Copy every line of the entries that has the string "function" in it.

Segment Start: Records shown

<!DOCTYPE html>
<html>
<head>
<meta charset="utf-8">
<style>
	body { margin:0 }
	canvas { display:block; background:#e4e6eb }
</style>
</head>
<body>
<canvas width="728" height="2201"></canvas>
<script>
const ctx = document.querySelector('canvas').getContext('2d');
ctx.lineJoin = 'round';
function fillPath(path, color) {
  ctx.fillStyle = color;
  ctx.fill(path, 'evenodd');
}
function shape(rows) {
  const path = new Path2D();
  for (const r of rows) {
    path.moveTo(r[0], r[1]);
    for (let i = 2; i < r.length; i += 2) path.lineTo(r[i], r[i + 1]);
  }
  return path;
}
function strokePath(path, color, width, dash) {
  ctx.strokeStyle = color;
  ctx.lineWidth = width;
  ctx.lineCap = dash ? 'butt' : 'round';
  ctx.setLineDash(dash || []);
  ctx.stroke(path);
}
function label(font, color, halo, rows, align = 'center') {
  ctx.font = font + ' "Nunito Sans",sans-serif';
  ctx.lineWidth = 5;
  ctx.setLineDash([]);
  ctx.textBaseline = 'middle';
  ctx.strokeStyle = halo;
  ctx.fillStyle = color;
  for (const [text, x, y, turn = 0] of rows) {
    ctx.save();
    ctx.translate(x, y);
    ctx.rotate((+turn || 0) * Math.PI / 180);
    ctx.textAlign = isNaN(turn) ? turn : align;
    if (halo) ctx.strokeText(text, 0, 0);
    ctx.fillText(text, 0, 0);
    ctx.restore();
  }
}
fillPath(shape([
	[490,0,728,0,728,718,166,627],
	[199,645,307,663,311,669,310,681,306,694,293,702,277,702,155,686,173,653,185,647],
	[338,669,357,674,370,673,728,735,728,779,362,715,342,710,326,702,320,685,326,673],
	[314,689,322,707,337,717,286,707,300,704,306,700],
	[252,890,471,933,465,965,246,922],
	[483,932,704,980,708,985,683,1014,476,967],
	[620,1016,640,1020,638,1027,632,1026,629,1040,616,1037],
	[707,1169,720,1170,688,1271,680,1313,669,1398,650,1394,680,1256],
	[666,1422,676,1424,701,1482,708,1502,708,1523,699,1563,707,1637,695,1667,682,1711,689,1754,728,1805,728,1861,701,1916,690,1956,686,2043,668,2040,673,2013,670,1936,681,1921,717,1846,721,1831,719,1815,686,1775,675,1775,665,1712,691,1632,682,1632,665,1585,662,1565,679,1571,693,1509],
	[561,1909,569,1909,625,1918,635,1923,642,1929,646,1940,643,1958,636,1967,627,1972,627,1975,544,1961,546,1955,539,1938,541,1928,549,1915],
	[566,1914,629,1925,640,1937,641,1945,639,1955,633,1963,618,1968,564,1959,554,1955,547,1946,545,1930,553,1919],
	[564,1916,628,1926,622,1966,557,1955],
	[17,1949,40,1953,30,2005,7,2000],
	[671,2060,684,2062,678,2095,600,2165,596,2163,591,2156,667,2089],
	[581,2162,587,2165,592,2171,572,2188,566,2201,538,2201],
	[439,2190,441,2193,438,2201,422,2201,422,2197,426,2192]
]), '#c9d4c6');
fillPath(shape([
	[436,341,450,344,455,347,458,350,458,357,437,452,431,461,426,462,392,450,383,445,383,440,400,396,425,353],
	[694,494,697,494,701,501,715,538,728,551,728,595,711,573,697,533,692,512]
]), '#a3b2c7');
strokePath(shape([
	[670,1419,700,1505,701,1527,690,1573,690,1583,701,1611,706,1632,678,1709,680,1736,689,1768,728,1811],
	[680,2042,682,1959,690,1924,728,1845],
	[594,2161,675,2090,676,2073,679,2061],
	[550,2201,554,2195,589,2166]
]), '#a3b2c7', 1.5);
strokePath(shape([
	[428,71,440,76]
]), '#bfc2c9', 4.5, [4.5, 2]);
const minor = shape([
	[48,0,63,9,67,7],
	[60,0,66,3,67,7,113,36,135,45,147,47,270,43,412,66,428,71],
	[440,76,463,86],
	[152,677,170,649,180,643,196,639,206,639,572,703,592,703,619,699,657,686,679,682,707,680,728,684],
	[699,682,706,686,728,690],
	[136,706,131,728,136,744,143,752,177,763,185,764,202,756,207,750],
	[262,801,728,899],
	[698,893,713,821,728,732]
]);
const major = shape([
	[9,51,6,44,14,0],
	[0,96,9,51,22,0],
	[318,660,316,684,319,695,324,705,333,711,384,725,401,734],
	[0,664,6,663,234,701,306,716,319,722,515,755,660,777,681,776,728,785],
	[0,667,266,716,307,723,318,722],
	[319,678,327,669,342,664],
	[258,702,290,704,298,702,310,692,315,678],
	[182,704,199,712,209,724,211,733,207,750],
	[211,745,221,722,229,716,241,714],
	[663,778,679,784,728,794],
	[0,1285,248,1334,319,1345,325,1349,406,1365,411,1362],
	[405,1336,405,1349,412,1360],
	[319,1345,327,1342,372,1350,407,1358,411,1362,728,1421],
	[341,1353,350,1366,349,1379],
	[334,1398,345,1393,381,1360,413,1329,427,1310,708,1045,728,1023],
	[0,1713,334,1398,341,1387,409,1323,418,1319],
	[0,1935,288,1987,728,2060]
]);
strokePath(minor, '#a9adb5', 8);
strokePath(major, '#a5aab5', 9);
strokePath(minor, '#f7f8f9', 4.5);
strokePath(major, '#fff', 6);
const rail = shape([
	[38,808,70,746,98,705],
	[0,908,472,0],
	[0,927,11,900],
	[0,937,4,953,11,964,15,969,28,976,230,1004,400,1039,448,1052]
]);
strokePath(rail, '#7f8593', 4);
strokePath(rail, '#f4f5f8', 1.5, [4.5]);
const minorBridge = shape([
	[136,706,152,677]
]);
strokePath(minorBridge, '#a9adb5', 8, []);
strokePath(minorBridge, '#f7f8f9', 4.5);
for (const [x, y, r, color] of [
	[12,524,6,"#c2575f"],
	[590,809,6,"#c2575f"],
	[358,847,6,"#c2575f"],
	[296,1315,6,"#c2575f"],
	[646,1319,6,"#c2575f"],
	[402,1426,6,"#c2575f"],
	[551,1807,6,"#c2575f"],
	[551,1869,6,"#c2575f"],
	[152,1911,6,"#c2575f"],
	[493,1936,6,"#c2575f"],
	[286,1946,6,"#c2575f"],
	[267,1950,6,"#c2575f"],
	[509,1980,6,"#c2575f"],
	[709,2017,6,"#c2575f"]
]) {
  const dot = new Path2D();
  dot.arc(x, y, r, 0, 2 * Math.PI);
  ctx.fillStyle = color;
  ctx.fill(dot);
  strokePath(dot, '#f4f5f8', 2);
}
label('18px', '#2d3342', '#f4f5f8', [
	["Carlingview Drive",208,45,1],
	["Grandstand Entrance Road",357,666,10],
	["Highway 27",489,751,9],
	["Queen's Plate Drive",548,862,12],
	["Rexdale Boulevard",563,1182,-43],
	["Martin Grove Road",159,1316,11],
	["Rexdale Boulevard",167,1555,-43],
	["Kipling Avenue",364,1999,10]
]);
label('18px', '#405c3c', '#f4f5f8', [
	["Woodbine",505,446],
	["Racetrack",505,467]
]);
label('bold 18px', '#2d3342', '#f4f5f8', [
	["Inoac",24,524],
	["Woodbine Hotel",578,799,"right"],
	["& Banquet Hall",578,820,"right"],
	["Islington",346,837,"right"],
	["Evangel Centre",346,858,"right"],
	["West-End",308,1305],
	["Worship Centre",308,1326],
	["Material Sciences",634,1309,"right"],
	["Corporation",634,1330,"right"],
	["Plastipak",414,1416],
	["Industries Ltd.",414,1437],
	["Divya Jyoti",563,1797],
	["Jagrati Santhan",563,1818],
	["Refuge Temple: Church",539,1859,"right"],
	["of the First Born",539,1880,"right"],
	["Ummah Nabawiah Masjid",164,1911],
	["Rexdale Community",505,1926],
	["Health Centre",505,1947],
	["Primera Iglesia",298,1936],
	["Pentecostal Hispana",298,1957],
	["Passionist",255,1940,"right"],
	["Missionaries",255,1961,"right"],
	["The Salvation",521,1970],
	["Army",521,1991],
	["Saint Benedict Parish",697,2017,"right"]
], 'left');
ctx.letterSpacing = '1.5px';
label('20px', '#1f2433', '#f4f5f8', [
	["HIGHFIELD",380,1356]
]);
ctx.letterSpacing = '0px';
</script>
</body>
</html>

Segment End: Records shown

=== Response to this exercise ===
function fillPath(path, color) {
function shape(rows) {
function strokePath(path, color, width, dash) {
function label(font, color, halo, rows, align = 'center') {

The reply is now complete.